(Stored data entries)
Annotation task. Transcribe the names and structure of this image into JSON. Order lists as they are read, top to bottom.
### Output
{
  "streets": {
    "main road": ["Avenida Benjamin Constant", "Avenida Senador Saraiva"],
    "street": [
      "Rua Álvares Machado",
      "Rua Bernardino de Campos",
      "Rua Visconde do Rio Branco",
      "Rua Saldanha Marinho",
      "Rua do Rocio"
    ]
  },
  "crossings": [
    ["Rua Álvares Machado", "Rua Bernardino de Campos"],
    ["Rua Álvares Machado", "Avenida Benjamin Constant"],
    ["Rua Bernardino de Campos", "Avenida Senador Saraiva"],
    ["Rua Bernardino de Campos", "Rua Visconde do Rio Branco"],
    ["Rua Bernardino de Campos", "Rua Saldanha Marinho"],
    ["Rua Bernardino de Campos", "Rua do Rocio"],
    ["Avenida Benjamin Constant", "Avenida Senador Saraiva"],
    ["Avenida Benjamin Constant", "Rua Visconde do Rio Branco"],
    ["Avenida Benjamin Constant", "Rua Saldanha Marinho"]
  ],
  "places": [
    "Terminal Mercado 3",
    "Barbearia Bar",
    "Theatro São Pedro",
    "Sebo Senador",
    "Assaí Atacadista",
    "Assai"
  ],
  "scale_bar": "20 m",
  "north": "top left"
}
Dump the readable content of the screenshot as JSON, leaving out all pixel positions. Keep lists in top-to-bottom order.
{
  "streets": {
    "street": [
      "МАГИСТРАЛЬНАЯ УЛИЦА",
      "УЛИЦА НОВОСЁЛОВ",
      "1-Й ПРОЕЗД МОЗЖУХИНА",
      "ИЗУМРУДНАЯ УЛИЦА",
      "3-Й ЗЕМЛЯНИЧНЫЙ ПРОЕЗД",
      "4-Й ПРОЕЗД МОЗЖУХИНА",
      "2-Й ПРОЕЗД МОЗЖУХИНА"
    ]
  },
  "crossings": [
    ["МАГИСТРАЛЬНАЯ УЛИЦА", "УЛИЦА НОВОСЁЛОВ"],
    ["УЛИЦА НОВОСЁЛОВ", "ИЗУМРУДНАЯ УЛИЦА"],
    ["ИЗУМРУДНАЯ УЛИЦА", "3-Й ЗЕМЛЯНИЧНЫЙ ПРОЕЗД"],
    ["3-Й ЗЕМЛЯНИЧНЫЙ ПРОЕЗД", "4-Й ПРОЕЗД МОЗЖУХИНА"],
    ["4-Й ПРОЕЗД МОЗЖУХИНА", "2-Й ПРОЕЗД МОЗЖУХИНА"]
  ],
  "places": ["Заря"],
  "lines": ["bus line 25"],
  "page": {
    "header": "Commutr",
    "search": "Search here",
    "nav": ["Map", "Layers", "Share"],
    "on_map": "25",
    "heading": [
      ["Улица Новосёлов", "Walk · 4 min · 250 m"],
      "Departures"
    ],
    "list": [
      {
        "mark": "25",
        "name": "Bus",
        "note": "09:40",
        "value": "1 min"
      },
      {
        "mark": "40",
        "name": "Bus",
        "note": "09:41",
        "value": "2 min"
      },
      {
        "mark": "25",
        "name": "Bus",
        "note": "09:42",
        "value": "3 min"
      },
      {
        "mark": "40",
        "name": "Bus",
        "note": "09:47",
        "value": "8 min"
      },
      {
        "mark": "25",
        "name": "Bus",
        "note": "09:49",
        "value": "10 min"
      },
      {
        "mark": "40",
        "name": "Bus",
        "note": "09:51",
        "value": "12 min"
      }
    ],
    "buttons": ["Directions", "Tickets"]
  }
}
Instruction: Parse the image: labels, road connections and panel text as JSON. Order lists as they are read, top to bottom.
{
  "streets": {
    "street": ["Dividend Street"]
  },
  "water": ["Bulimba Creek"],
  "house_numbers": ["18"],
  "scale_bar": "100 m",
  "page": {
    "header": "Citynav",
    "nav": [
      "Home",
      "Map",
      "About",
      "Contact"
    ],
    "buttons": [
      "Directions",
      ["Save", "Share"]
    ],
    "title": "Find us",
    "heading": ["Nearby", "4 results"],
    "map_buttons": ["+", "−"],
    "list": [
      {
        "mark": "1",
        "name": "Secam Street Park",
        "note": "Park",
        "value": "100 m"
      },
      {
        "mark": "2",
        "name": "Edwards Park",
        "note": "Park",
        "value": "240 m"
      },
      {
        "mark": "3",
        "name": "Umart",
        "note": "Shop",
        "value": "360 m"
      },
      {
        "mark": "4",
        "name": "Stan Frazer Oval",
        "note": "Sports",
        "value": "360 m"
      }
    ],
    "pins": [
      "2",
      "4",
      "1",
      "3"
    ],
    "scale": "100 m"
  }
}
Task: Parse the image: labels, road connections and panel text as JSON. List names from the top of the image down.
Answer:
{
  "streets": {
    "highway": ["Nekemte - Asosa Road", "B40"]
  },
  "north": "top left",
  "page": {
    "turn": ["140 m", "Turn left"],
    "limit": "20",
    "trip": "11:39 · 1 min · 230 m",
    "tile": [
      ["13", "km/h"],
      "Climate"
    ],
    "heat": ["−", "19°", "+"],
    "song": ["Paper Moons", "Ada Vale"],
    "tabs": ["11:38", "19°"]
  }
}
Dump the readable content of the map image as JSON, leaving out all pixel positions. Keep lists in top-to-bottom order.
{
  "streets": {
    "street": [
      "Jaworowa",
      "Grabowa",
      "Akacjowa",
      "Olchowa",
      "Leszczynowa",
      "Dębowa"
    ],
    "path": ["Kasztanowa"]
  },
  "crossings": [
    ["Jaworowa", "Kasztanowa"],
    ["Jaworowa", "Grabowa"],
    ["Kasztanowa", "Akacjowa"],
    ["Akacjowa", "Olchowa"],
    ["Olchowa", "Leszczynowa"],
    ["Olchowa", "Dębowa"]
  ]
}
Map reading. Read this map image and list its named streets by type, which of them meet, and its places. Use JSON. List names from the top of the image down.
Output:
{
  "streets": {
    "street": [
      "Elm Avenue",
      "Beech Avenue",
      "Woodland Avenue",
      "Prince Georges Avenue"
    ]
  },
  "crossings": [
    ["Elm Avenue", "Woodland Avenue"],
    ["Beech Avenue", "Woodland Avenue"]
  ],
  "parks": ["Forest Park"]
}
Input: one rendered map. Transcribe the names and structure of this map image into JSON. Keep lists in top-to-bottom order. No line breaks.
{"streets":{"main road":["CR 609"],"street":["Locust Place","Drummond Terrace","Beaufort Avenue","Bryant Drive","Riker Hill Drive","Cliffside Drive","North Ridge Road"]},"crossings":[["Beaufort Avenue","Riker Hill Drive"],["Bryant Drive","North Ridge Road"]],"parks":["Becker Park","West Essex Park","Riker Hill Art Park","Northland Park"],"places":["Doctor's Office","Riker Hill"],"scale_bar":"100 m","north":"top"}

> **Problem to solve**
All lines above with "down" in them should be returned.

> **Finished exercise**
Task: Parse the image: labels, road connections and panel text as JSON. List names from the top of the image down.
Map reading. Read this map image and list its named streets by type, which of them meet, and its places. Use JSON. List names from the top of the image down.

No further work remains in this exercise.